# WHAT YOU ARE ASKED TO DO:
Every line below should be duplicated exactly.

# COLLECTED MATERIAL:
* * * *
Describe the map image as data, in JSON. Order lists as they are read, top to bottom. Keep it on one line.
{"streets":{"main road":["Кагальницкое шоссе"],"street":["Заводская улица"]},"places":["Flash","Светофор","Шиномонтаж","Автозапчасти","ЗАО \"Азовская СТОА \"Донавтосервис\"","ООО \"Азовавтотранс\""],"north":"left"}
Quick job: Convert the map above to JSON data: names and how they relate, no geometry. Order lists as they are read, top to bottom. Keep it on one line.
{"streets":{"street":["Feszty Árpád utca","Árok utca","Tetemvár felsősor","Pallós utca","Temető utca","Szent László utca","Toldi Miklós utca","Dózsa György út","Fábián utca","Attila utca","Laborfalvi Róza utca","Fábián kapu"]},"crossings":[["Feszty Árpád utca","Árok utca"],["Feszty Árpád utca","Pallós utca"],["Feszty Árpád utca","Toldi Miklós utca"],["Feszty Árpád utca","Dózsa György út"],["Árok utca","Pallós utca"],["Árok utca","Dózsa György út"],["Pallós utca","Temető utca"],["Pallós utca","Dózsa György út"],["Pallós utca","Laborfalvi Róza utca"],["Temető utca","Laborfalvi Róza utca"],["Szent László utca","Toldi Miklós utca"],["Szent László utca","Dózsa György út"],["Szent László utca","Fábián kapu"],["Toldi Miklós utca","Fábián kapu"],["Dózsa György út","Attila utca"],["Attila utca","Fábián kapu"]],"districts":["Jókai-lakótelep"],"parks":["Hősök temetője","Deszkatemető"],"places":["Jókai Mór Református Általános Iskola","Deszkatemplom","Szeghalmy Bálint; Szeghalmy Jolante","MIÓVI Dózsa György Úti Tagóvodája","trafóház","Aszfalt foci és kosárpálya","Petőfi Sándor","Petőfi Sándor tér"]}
* * * *
# REPLY TO THE EXERCISE:
Describe the map image as data, in JSON. Order lists as they are read, top to bottom. Keep it on one line.
{"streets":{"main road":["Кагальницкое шоссе"],"street":["Заводская улица"]},"places":["Flash","Светофор","Шиномонтаж","Автозапчасти","ЗАО \"Азовская СТОА \"Донавтосервис\"","ООО \"Азовавтотранс\""],"north":"left"}
Quick job: Convert the map above to JSON data: names and how they relate, no geometry. Order lists as they are read, top to bottom. Keep it on one line.
{"streets":{"street":["Feszty Árpád utca","Árok utca","Tetemvár felsősor","Pallós utca","Temető utca","Szent László utca","Toldi Miklós utca","Dózsa György út","Fábián utca","Attila utca","Laborfalvi Róza utca","Fábián kapu"]},"crossings":[["Feszty Árpád utca","Árok utca"],["Feszty Árpád utca","Pallós utca"],["Feszty Árpád utca","Toldi Miklós utca"],["Feszty Árpád utca","Dózsa György út"],["Árok utca","Pallós utca"],["Árok utca","Dózsa György út"],["Pallós utca","Temető utca"],["Pallós utca","Dózsa György út"],["Pallós utca","Laborfalvi Róza utca"],["Temető utca","Laborfalvi Róza utca"],["Szent László utca","Toldi Miklós utca"],["Szent László utca","Dózsa György út"],["Szent László utca","Fábián kapu"],["Toldi Miklós utca","Fábián kapu"],["Dózsa György út","Attila utca"],["Attila utca","Fábián kapu"]],"districts":["Jókai-lakótelep"],"parks":["Hősök temetője","Deszkatemető"],"places":["Jókai Mór Református Általános Iskola","Deszkatemplom","Szeghalmy Bálint; Szeghalmy Jolante","MIÓVI Dózsa György Úti Tagóvodája","trafóház","Aszfalt foci és kosárpálya","Petőfi Sándor","Petőfi Sándor tér"]}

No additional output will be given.